◆ Brief
Leaving the pictures out, print the lines from the first line of the listing through the line containing "I need the bounding", exactly as they read, and no others.

____

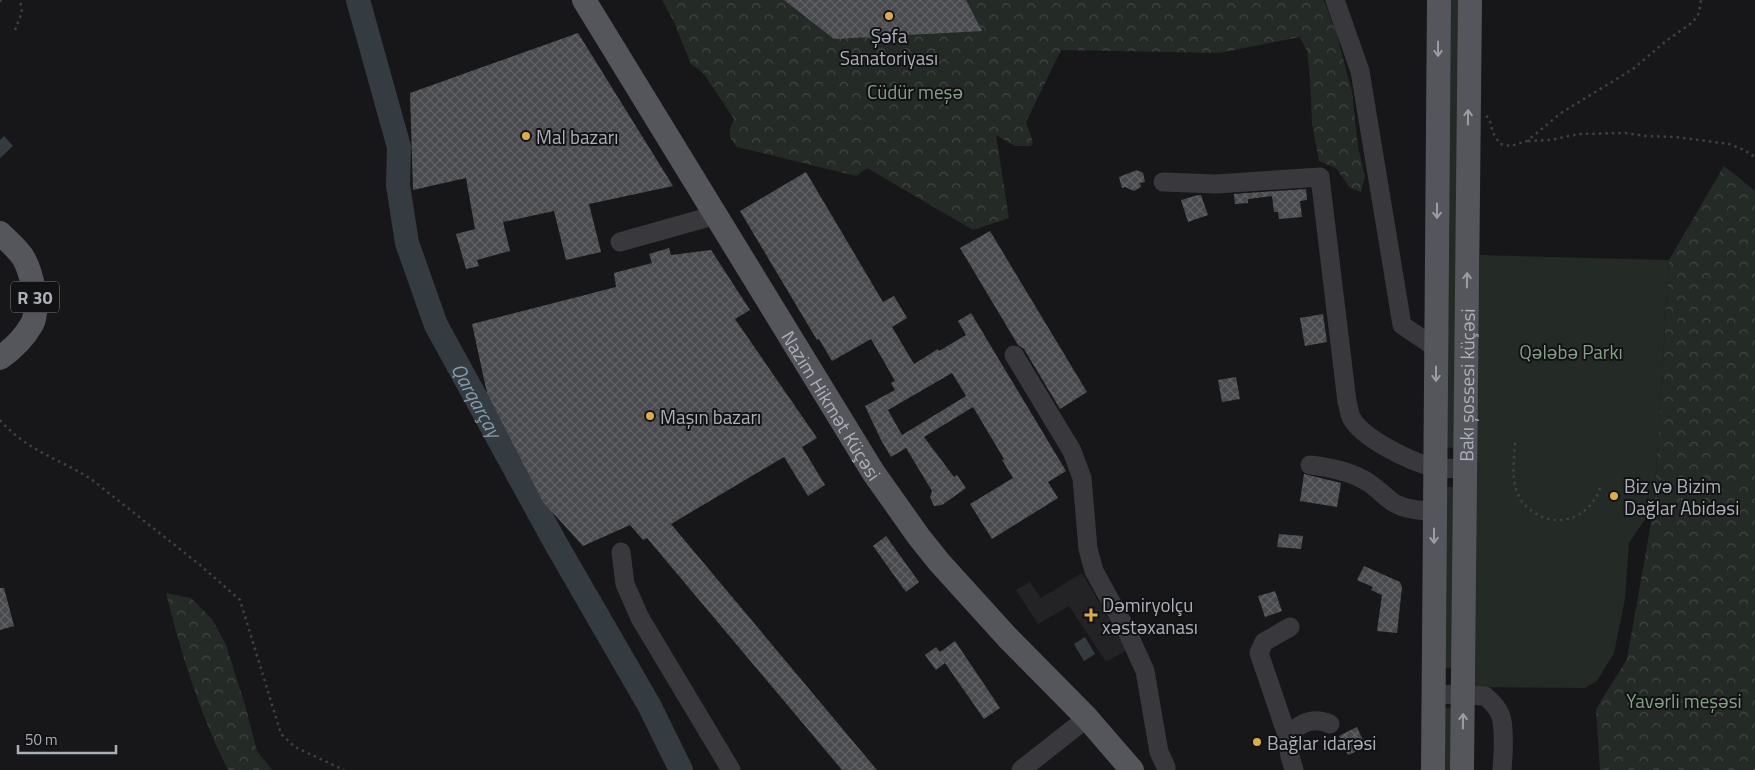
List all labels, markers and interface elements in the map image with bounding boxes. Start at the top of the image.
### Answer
marker: Şəfa Sanatoriyası [883,10,895,22]
place label: Şəfa Sanatoriyası [840,21,938,72]
one-way arrow [1433,40,1443,56]
park label: Cüdür meşə [867,77,963,106]
one-way arrow [1463,110,1473,126]
place label: Mal bazarı [536,122,618,151]
marker: Mal bazarı [520,130,532,142]
one-way arrow [1432,202,1442,219]
one-way arrow [1462,272,1472,288]
road number: R 30 [11,282,59,312]
street label: Bakı şossesi küçəsi [1451,308,1481,462]
street label: Nazim Hikmət Küçəsi [775,324,889,486]
park label: Qələbə Parkı [1519,337,1623,366]
water label: Qarqarçay [444,357,511,445]
one-way arrow [1431,365,1441,381]
place label: Maşın bazarı [660,402,761,431]
marker: Maşın bazarı [644,410,656,422]
place label: Biz və Bizim Dağlar Abidəsi [1624,471,1739,522]
marker: Biz və Bizim Dağlar Abidəsi [1608,490,1620,502]
one-way arrow [1430,528,1439,544]
place label: Dəmiryolçu xəstəxanası [1102,590,1198,641]
marker: Dəmiryolçu xəstəxanası [1084,608,1098,622]
park label: Yavərli meşəsi [1626,686,1742,715]
one-way arrow [1458,714,1467,730]
scale bar [18,722,115,754]
text: 50 m [25,728,58,751]
place label: Bağlar idarəsi [1267,728,1377,757]
marker: Bağlar idarəsi [1251,736,1263,748]

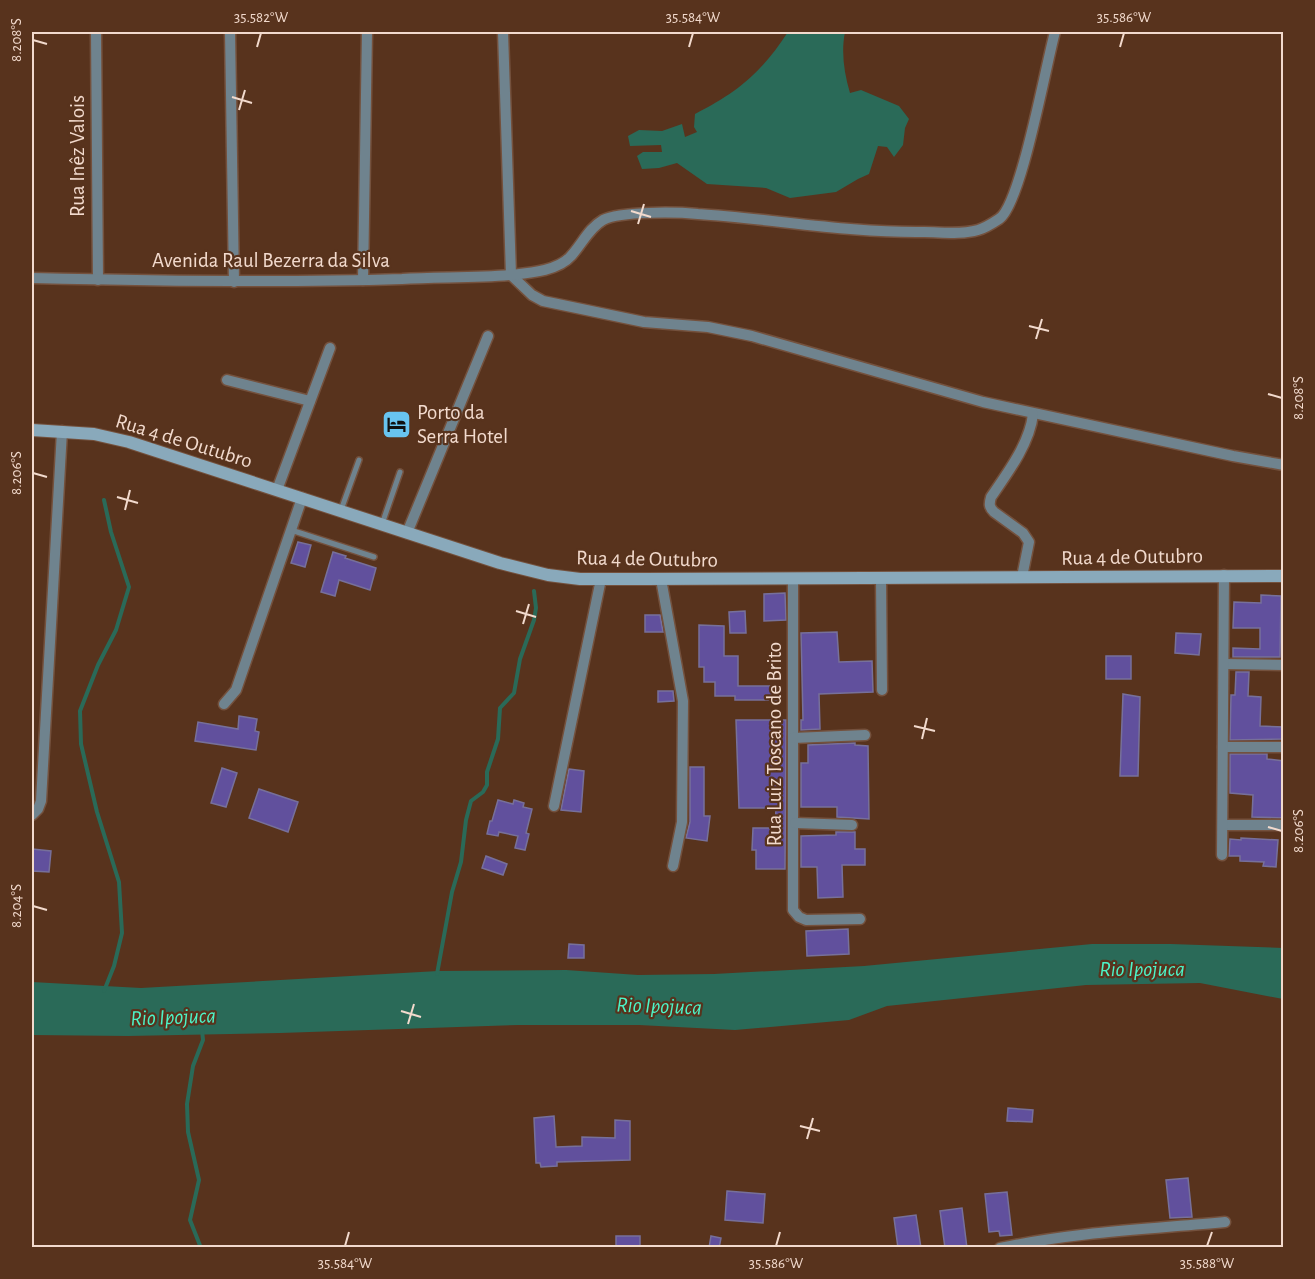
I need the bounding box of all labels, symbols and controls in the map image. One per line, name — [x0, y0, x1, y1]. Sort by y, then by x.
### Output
text: 35.582°W — [234, 10, 289, 25]
text: 35.584°W — [666, 10, 721, 25]
text: 35.586°W — [1097, 10, 1152, 25]
text: 8.208°S — [9, 18, 24, 62]
street label: Rua Inêz Valois — [67, 95, 88, 217]
street label: Avenida Raul Bezerra da Silva — [152, 250, 390, 271]
text: 8.208°S — [1291, 376, 1306, 420]
place label: Porto da Serra Hotel — [417, 402, 508, 447]
hotel icon: Porto da Serra Hotel — [380, 408, 412, 440]
street label: Rua 4 de Outubro — [113, 410, 255, 472]
text: 8.206°S — [9, 451, 24, 495]
street label: Rua 4 de Outubro — [1061, 545, 1203, 569]
street label: Rua 4 de Outubro — [576, 547, 718, 571]
street label: Rua Luiz Toscano de Brito — [764, 642, 785, 846]
text: 8.206°S — [1291, 809, 1306, 853]
text: 8.204°S — [9, 884, 24, 928]
water label: Rio Ipojuca — [1099, 958, 1185, 981]
water label: Rio Ipojuca — [616, 994, 702, 1019]
water label: Rio Ipojuca — [130, 1005, 216, 1030]
text: 35.584°W — [318, 1256, 373, 1271]
text: 35.586°W — [749, 1256, 804, 1271]
text: 35.588°W — [1180, 1256, 1235, 1271]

____

◆ Written reply
List all labels, markers and interface elements in the map image with bounding boxes. Start at the top of the image.
### Answer
marker: Şəfa Sanatoriyası [883,10,895,22]
place label: Şəfa Sanatoriyası [840,21,938,72]
one-way arrow [1433,40,1443,56]
park label: Cüdür meşə [867,77,963,106]
one-way arrow [1463,110,1473,126]
place label: Mal bazarı [536,122,618,151]
marker: Mal bazarı [520,130,532,142]
one-way arrow [1432,202,1442,219]
one-way arrow [1462,272,1472,288]
road number: R 30 [11,282,59,312]
street label: Bakı şossesi küçəsi [1451,308,1481,462]
street label: Nazim Hikmət Küçəsi [775,324,889,486]
park label: Qələbə Parkı [1519,337,1623,366]
water label: Qarqarçay [444,357,511,445]
one-way arrow [1431,365,1441,381]
place label: Maşın bazarı [660,402,761,431]
marker: Maşın bazarı [644,410,656,422]
place label: Biz və Bizim Dağlar Abidəsi [1624,471,1739,522]
marker: Biz və Bizim Dağlar Abidəsi [1608,490,1620,502]
one-way arrow [1430,528,1439,544]
place label: Dəmiryolçu xəstəxanası [1102,590,1198,641]
marker: Dəmiryolçu xəstəxanası [1084,608,1098,622]
park label: Yavərli meşəsi [1626,686,1742,715]
one-way arrow [1458,714,1467,730]
scale bar [18,722,115,754]
text: 50 m [25,728,58,751]
place label: Bağlar idarəsi [1267,728,1377,757]
marker: Bağlar idarəsi [1251,736,1263,748]

I need the bounding box of all labels, symbols and controls in the map image. One per line, name — [x0, y0, x1, y1]. Sort by y, then by x.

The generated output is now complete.